The outcomes of our study indicate that chronic oral foci of infection without acute signs or symptoms can be left untreated in patients receiving ASCT and/or intensive chemotherapy. This allows for a less aggressive approach with no removal of chronic oral foci of infection before starting chemotherapy. Such an approach is likely to be beneficial for haematologic patients, as removal of teeth may compromise nutrition, and malnutrition is associated with lower quality of life (Jager-Wittenaar et al, 2011). Tooth extraction also leads to a risk for infection, bleeding or delayed wound healing, which may require postponing oncologic treatment (Yamagata et al, 2006), or otherwise increase bacteraemia with a higher chance of septic complications. For survivors, treatment of diseased teeth can be postponed until oncologic treatment is completed. Moreover, pre-chemotherapy dental workup will be less time consuming when only acute oral foci of infection, seen in <10% of our patients, have to be treated instead of all the chronic oral foci seen in over 70% of our patients.

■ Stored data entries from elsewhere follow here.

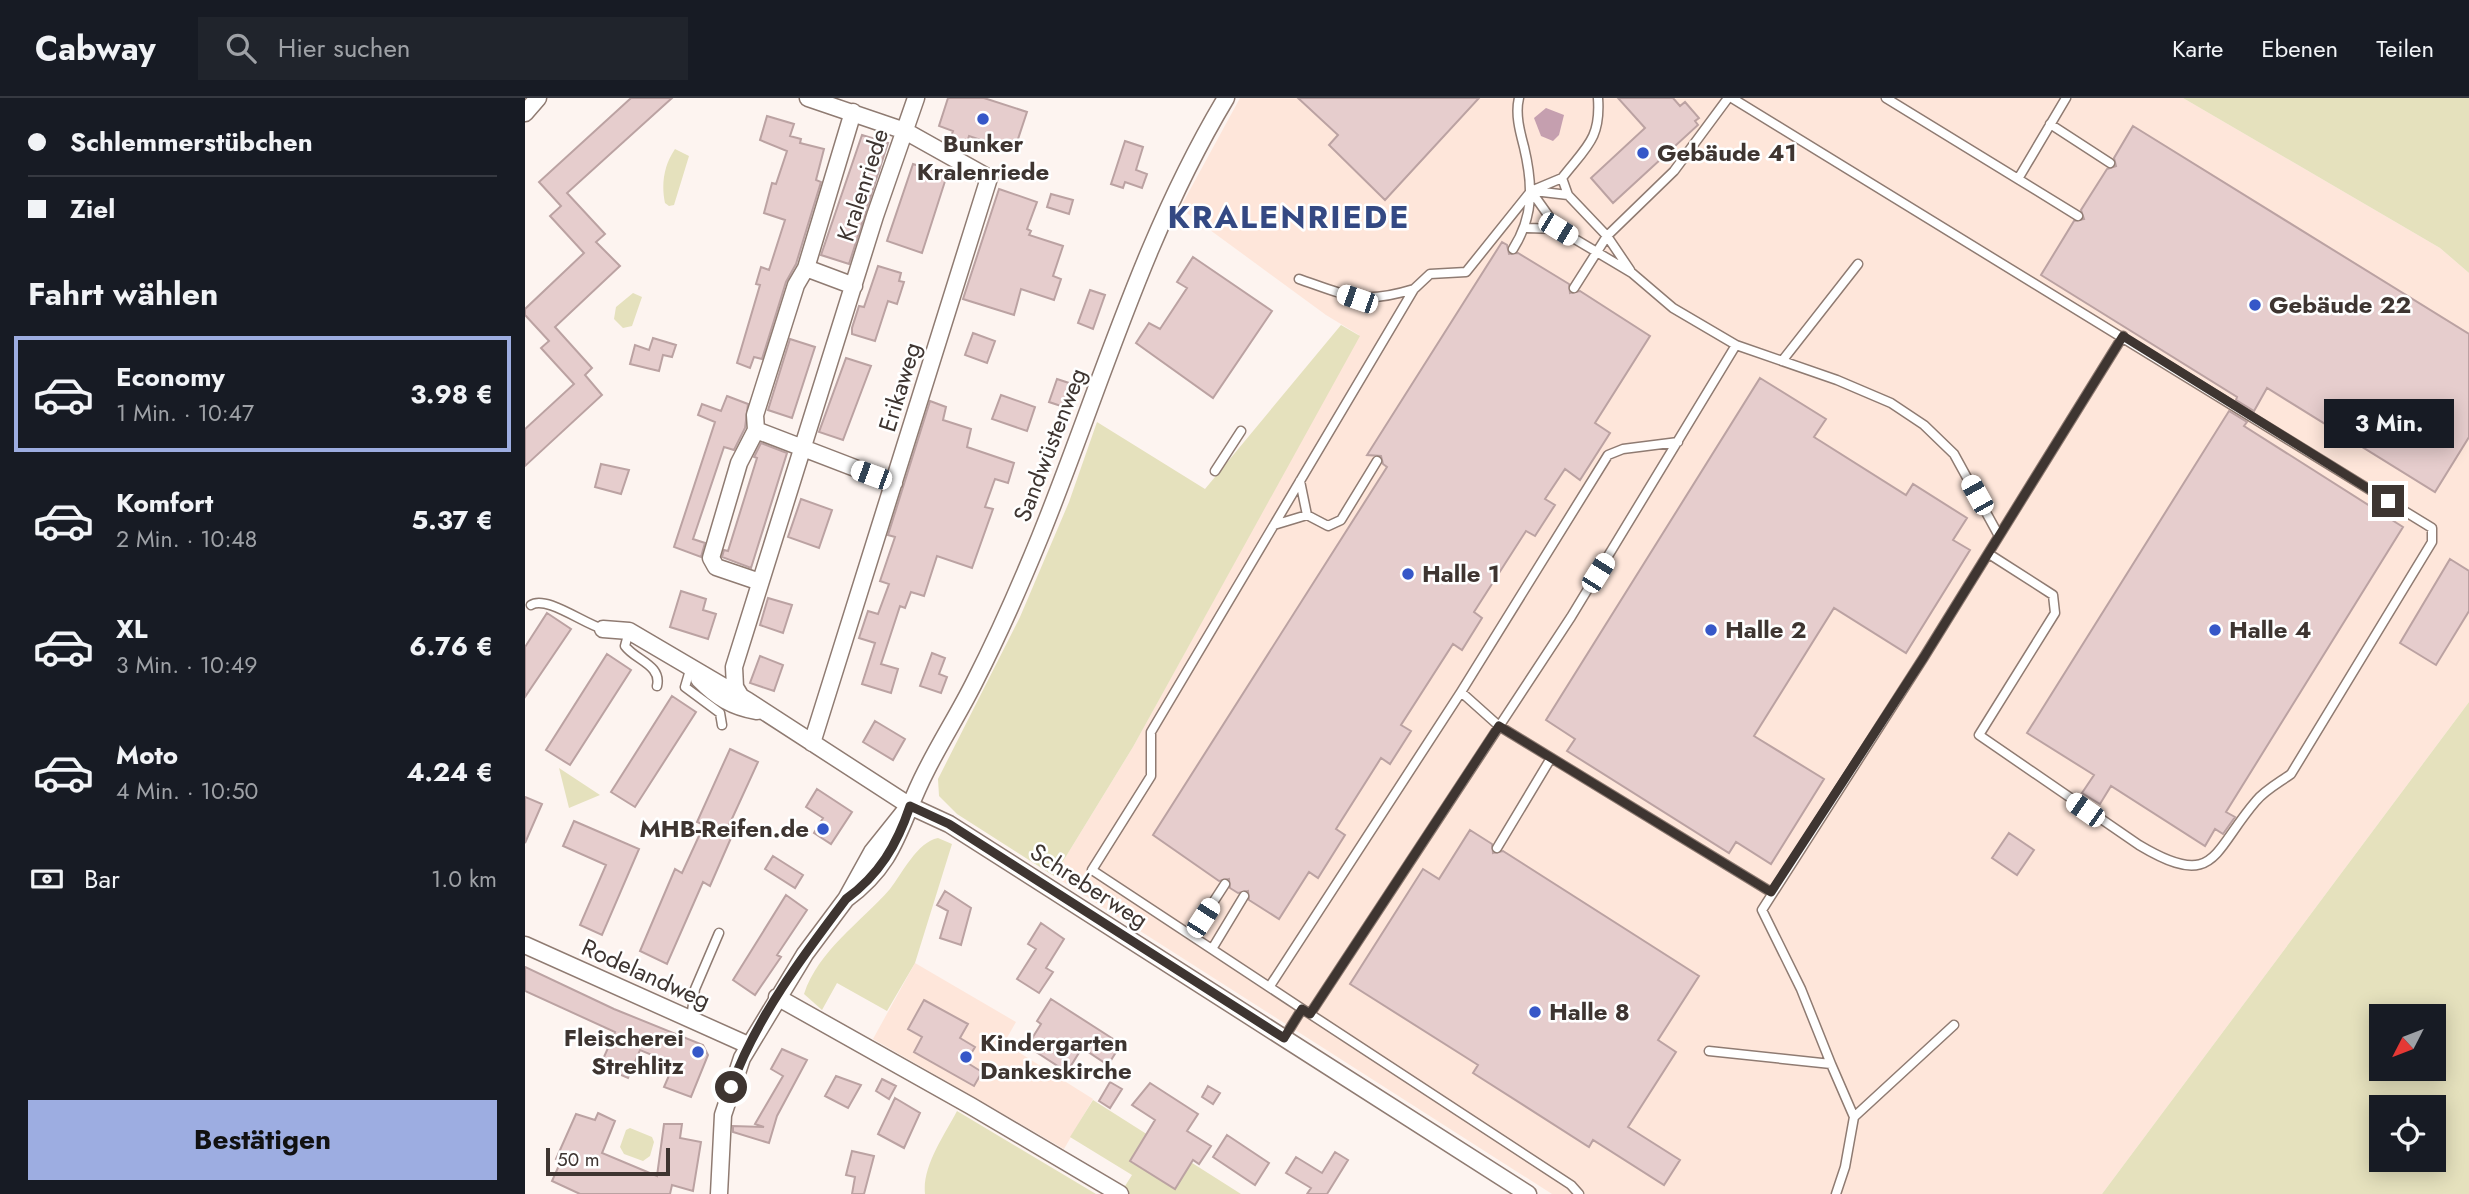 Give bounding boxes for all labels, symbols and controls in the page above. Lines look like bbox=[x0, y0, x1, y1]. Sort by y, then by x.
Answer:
search box bbox=[198, 17, 688, 80]
text: Cabway bbox=[35, 25, 156, 72]
icon: search bbox=[222, 29, 260, 67]
text: Hier suchen bbox=[278, 29, 410, 67]
text: Karte bbox=[2172, 31, 2223, 66]
text: Ebenen bbox=[2261, 31, 2338, 66]
text: Teilen bbox=[2376, 31, 2434, 66]
marker: Bunker Kralenriede bbox=[975, 111, 991, 127]
text: Schlemmerstübchen bbox=[70, 123, 313, 161]
street label: Kralenriede bbox=[828, 124, 897, 246]
place label: Bunker Kralenriede bbox=[917, 126, 1049, 189]
place label: Gebäude 41 bbox=[1657, 135, 1797, 170]
marker: Gebäude 41 bbox=[1635, 145, 1651, 161]
text: Ziel bbox=[70, 190, 115, 228]
district label: KRALENRIEDE bbox=[1167, 194, 1411, 240]
car bbox=[1535, 209, 1582, 249]
text: Fahrt wählen bbox=[28, 271, 218, 317]
car bbox=[1334, 282, 1381, 316]
place label: Gebäude 22 bbox=[2269, 287, 2411, 322]
marker: Gebäude 22 bbox=[2247, 297, 2263, 313]
street label: Erikaweg bbox=[869, 338, 930, 436]
text: Economy bbox=[116, 358, 225, 396]
icon: car bbox=[32, 363, 95, 426]
street label: Sandwüstenweg bbox=[1004, 363, 1095, 527]
text: 3.98 € bbox=[410, 375, 493, 413]
text: 1 Min. · 10:47 bbox=[116, 396, 254, 430]
callout: 3 Min. bbox=[2323, 400, 2453, 448]
text: 3 Min. bbox=[2355, 406, 2423, 440]
car bbox=[848, 458, 895, 492]
car bbox=[1958, 472, 1997, 518]
text: Komfort bbox=[116, 484, 213, 522]
route end bbox=[2372, 485, 2404, 517]
icon: car bbox=[32, 489, 95, 552]
text: 5.37 € bbox=[412, 501, 493, 539]
text: 2 Min. · 10:48 bbox=[116, 522, 257, 556]
car bbox=[1578, 550, 1619, 596]
place label: Halle 1 bbox=[1422, 556, 1500, 591]
marker: Halle 1 bbox=[1400, 566, 1416, 582]
text: XL bbox=[116, 610, 148, 648]
place label: Halle 2 bbox=[1725, 612, 1806, 647]
place label: Halle 4 bbox=[2229, 612, 2311, 647]
icon: car bbox=[32, 615, 95, 678]
marker: Halle 2 bbox=[1703, 622, 1719, 638]
marker: Halle 4 bbox=[2207, 622, 2223, 638]
text: 6.76 € bbox=[409, 627, 493, 665]
text: 3 Min. · 10:49 bbox=[116, 648, 257, 682]
text: Moto bbox=[116, 736, 178, 774]
icon: car bbox=[32, 741, 95, 804]
text: 4.24 € bbox=[406, 753, 493, 791]
text: 4 Min. · 10:50 bbox=[116, 774, 258, 808]
car bbox=[2062, 789, 2109, 831]
place label: MHB-Reifen.de bbox=[639, 811, 809, 846]
marker: MHB-Reifen.de bbox=[815, 821, 831, 837]
street label: Schreberweg bbox=[1023, 834, 1155, 937]
icon: cash bbox=[28, 860, 66, 898]
text: Bar bbox=[84, 860, 120, 898]
text: 1.0 km bbox=[431, 862, 497, 896]
car bbox=[1183, 895, 1224, 941]
street label: Rodelandweg bbox=[576, 930, 716, 1018]
place label: Halle 8 bbox=[1549, 994, 1630, 1029]
marker: Halle 8 bbox=[1527, 1004, 1543, 1020]
north arrow bbox=[2369, 1004, 2447, 1082]
map controls bbox=[2369, 1004, 2446, 1172]
place label: Fleischerei Strehlitz bbox=[564, 1020, 684, 1083]
place label: Kindergarten Dankeskirche bbox=[980, 1025, 1132, 1088]
marker: Fleischerei Strehlitz bbox=[690, 1044, 706, 1060]
marker: Kindergarten Dankeskirche bbox=[958, 1049, 974, 1065]
route start bbox=[715, 1071, 747, 1103]
button: locate bbox=[2369, 1095, 2446, 1172]
button: Bestätigen bbox=[28, 1100, 497, 1180]
scale bar bbox=[546, 1145, 670, 1177]
text: 50 m bbox=[557, 1146, 600, 1173]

Suggestions for additional research

Future prospective studies with larger patient groups are needed, to see if leaving chronic oral foci untreated may lead to a significantly longer duration of fever and neutropenia, as our results showed a strong trend when comparing duration of neutropenia (P=0.066) and fever (P=0.059) in patients with and without chronic oral foci of infection. Future study methods should enable comparison between studies, as sample size calculation showed that over 4000 patients will be needed to find a significant difference between patients with and without chronic oral foci of infection, regarding positive blood cultures (respectively, 73% and 69% of those patients had positive blood cultures in our study). The cost-effectiveness of this less aggressive approach should be studied, and the improvement in quality of life may be confirmed in future studies.

In conclusion, our prospective study supports the hypothesis that chronic oral foci, if they had not exacerbated during the previous 3 months, do not have to be eliminated before intensive chemotherapy, as they do not increase infectious complications in these patients.